▶ [Work to complete] The lines to copy are those in the listing below that contain the word "Mymensingh".

▶ [Material for this exercise]
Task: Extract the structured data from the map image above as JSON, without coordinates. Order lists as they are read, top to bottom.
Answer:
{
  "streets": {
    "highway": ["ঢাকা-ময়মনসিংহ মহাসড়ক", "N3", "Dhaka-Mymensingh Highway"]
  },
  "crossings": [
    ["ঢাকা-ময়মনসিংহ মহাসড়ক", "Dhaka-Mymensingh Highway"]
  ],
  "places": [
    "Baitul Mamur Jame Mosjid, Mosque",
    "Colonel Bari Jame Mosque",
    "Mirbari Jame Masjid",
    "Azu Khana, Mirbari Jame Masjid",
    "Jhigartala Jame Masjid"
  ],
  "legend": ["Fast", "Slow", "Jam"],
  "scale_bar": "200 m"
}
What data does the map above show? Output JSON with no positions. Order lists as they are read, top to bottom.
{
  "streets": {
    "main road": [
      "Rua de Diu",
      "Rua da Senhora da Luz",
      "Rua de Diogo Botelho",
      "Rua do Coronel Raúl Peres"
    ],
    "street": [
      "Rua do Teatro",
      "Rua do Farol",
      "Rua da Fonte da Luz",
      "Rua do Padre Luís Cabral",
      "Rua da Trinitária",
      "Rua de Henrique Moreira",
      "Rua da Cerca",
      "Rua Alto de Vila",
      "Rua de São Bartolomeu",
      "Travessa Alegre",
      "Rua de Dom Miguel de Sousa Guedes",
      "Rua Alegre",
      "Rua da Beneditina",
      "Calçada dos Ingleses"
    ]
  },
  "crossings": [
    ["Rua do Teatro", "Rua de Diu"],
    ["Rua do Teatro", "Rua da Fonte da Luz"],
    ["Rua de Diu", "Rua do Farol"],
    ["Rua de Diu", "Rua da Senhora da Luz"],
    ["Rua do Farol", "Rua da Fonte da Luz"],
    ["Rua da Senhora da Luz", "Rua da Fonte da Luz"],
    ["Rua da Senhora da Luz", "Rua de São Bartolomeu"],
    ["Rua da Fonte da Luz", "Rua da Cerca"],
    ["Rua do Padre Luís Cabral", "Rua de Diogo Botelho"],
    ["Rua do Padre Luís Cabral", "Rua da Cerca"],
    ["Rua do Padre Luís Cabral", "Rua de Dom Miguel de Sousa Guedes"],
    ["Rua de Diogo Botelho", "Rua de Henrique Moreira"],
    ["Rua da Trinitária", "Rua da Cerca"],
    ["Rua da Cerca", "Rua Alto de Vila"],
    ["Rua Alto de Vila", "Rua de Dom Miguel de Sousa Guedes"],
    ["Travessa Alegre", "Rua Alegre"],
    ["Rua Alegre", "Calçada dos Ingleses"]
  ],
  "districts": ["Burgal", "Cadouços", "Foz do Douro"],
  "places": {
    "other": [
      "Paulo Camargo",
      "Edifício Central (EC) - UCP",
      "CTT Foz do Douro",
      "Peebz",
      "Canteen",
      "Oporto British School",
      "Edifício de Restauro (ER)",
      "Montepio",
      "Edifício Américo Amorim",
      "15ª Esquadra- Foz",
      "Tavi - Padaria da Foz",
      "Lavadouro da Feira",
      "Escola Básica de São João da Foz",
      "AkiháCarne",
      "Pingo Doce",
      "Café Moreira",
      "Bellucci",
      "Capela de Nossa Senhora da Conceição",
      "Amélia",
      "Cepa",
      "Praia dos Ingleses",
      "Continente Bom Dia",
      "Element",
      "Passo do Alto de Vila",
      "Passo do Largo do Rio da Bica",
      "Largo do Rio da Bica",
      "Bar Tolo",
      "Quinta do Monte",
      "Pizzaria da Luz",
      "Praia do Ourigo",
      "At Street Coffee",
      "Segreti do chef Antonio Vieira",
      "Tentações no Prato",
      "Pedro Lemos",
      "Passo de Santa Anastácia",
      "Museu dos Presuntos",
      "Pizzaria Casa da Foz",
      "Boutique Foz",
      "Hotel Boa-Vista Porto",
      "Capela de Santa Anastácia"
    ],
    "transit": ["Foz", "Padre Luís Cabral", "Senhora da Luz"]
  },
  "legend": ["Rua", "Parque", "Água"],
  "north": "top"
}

▶ [Answer section]
    "highway": ["ঢাকা-ময়মনসিংহ মহাসড়ক", "N3", "Dhaka-Mymensingh Highway"]
    ["ঢাকা-ময়মনসিংহ মহাসড়ক", "Dhaka-Mymensingh Highway"]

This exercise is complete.